━━ Extracted information ━━
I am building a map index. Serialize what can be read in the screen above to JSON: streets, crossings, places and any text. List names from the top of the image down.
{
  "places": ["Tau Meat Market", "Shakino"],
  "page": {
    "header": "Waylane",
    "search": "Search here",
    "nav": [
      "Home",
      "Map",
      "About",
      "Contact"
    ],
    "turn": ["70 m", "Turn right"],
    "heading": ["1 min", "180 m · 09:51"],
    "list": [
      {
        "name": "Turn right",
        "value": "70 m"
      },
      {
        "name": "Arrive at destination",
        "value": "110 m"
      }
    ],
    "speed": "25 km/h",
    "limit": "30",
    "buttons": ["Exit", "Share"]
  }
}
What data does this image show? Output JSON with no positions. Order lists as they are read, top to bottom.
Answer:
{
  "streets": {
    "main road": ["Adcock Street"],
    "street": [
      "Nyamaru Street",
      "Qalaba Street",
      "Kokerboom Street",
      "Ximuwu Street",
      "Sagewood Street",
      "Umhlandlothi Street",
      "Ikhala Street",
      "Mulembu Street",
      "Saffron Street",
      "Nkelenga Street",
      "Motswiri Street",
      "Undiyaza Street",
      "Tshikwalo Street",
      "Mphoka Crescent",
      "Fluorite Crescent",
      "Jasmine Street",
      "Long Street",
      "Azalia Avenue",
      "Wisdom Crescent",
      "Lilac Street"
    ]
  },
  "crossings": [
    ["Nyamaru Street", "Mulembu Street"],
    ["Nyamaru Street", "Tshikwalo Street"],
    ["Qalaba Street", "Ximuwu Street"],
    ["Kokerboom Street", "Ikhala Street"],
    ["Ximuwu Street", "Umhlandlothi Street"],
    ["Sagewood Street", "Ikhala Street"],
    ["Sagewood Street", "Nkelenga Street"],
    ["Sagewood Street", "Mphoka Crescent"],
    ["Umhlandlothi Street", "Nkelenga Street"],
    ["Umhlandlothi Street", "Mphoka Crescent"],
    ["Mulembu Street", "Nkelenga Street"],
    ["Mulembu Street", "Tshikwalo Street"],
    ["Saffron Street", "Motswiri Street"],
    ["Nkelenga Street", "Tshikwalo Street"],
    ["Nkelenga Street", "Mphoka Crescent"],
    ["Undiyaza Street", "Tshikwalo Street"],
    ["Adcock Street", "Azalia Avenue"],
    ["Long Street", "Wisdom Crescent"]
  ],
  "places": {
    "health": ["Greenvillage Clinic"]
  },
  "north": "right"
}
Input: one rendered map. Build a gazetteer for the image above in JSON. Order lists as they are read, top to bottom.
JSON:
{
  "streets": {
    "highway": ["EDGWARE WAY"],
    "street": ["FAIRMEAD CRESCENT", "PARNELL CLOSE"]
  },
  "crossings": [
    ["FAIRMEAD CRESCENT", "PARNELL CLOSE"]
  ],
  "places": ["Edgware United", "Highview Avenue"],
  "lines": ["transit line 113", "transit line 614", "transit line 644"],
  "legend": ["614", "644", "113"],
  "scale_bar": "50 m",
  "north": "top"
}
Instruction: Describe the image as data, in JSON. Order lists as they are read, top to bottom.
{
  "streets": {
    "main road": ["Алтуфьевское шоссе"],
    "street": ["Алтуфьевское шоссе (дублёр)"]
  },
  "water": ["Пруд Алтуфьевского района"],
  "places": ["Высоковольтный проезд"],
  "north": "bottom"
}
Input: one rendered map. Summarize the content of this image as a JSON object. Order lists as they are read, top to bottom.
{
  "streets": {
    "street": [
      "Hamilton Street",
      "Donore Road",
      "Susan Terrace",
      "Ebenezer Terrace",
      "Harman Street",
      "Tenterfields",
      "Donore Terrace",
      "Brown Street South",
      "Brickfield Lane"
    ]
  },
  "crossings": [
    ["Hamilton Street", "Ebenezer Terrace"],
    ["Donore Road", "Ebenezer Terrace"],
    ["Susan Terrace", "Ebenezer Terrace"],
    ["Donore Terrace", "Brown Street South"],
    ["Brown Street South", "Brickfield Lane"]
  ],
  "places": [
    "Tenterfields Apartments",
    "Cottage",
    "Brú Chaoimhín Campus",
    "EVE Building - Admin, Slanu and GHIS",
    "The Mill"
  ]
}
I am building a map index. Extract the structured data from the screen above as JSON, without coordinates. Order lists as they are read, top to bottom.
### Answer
━━━
* **Task details**: Return the opening line of the data and every line after it through the line containing "What data does", please, exactly as written and with nothing added.

* **Response to the task**:
I am building a map index. Serialize what can be read in the screen above to JSON: streets, crossings, places and any text. List names from the top of the image down.
{
  "places": ["Tau Meat Market", "Shakino"],
  "page": {
    "header": "Waylane",
    "search": "Search here",
    "nav": [
      "Home",
      "Map",
      "About",
      "Contact"
    ],
    "turn": ["70 m", "Turn right"],
    "heading": ["1 min", "180 m · 09:51"],
    "list": [
      {
        "name": "Turn right",
        "value": "70 m"
      },
      {
        "name": "Arrive at destination",
        "value": "110 m"
      }
    ],
    "speed": "25 km/h",
    "limit": "30",
    "buttons": ["Exit", "Share"]
  }
}
What data does this image show? Output JSON with no positions. Order lists as they are read, top to bottom.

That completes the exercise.